I've been reviewing small press publications on www.bugpowder.com for a few years now. Totemic small presser Andy Luke recruited me; he'd been impressed with my essay, Closing Shots From A Grassy Knoll, and was convinced that I could restore some cheer to the reviews section.

Ostensibly a scoff-mixture, Closing Shots From A Grassy Knoll discusses the pathogenic presence in UK small press of comics creators eager to produce work sterilized by an ambition to be adaptable to the strictures of an intrusive company bent on 'product development', and who derive a vanity-buzz of satisfaction from tucking themselves into deadlines and knocked-off scripts. "This budding hack is fuelled by little more than the desperation for a sense of celebrity," I wrote, "and must be destroyed."

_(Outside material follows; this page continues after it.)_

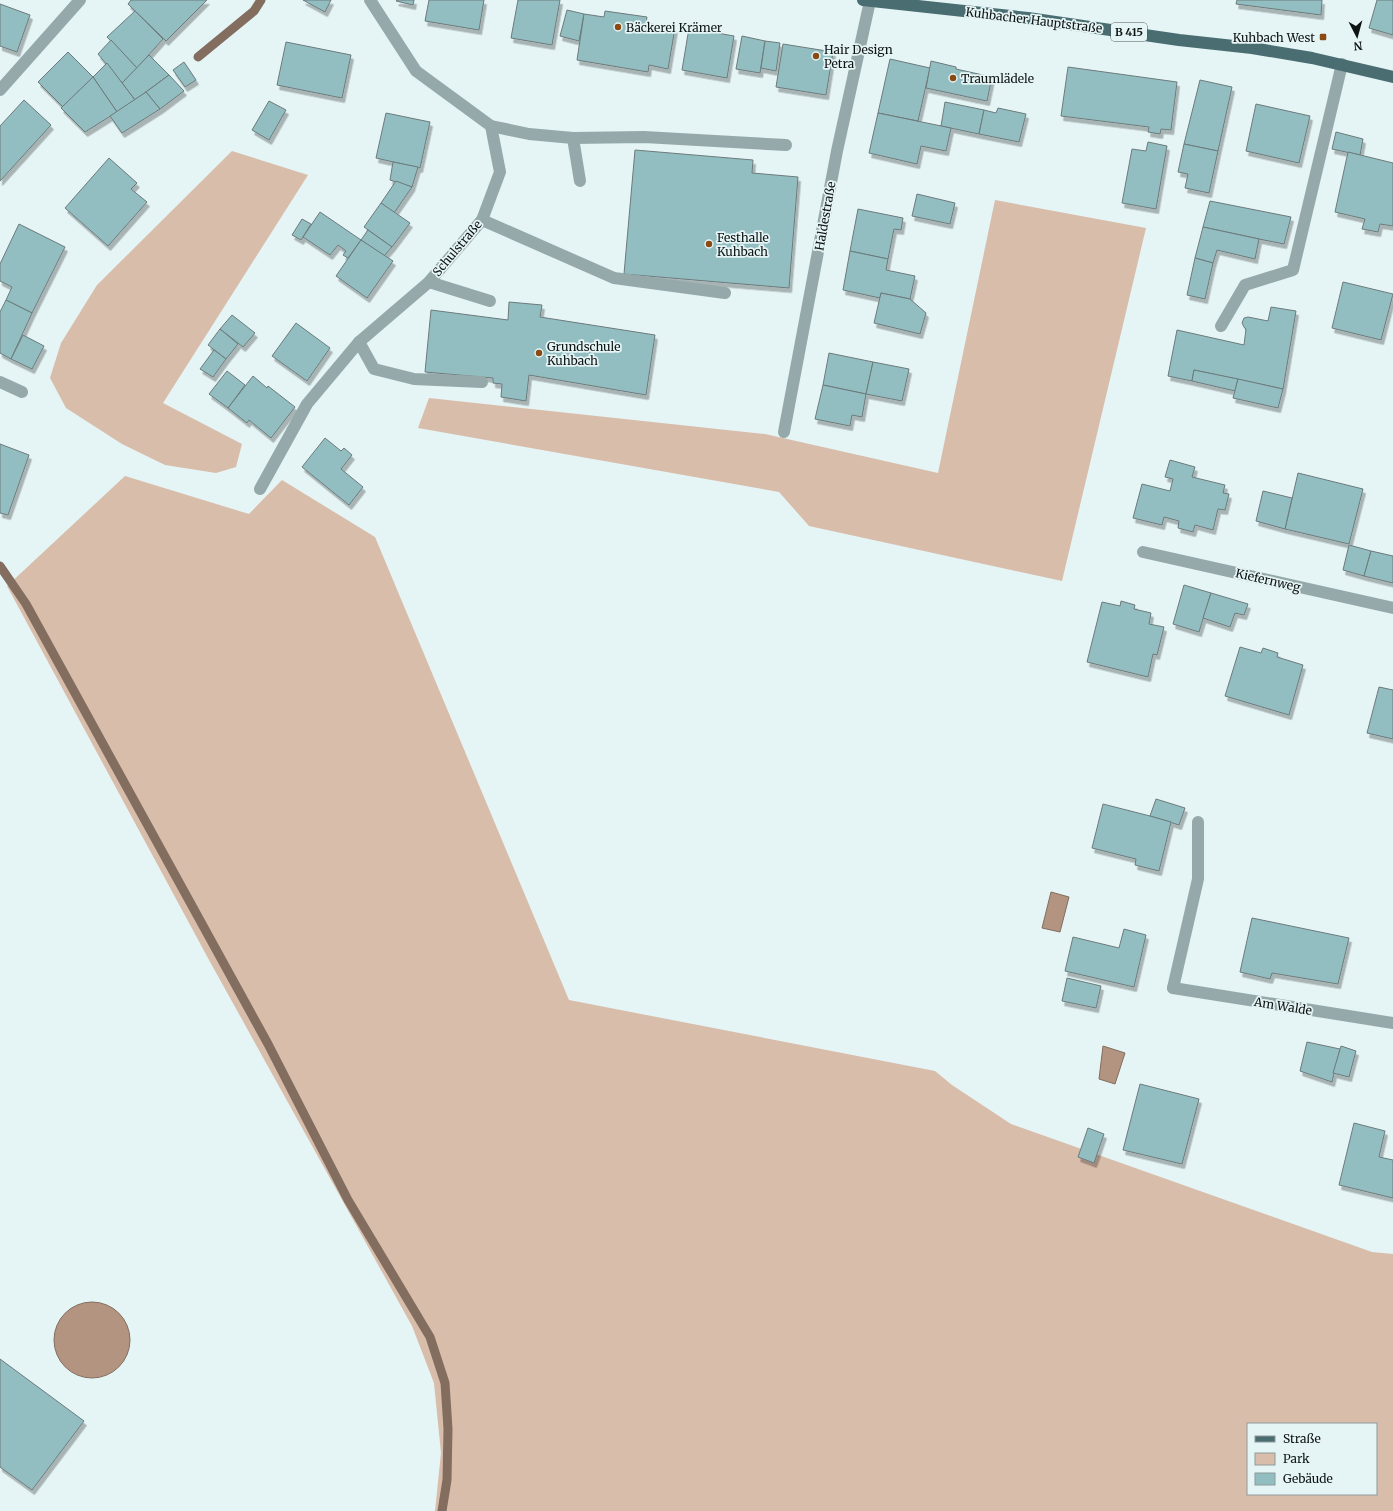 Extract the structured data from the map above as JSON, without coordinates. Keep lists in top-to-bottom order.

My muscular reviewing-style grated with small press enthusiasts' indulgence in self-satisfied congeniality and writer/artist shape-throwing, but I refused to conveniently dismiss creators with throwaway compliments, employing instead a reviewing discipline based on four simple tenets: 1, perspective is to be achieved; 2, the standards by which one is judging the work are to be made clear; 3, credit is to be given where it is due; and 4, one should not be such a fucking misanthrope, you above-being-human narcissist.

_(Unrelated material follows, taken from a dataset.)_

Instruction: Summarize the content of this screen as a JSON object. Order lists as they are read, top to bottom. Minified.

Regularly achieving three of the four principles with my aesthetic evaluations, and quickly developing an obsessive-compulsive urgency for production of symmetrically paragraphed reviews, the meaningless absurdity of opinionative writing soon revealed itself to me. I was not deterred.

John Robbins

Slow Science Fictions #5: David Wilson's Sinking Heart

Posted on June13, 2007

David Wilson's persona is being chipped away. Taking the professoriate has reduced his charisma and glamour as a free and footloose lecturer, his bedding of female students supplanted by administrative duties for a university that has become an alternative to government training and community boot camps. Education, you see, has been corrupted by a lethal mixture of theoretical absurdities and left-wing socialist ideology: the new university prospectus and website resemble an advertisement for sanitised mulitculturalism.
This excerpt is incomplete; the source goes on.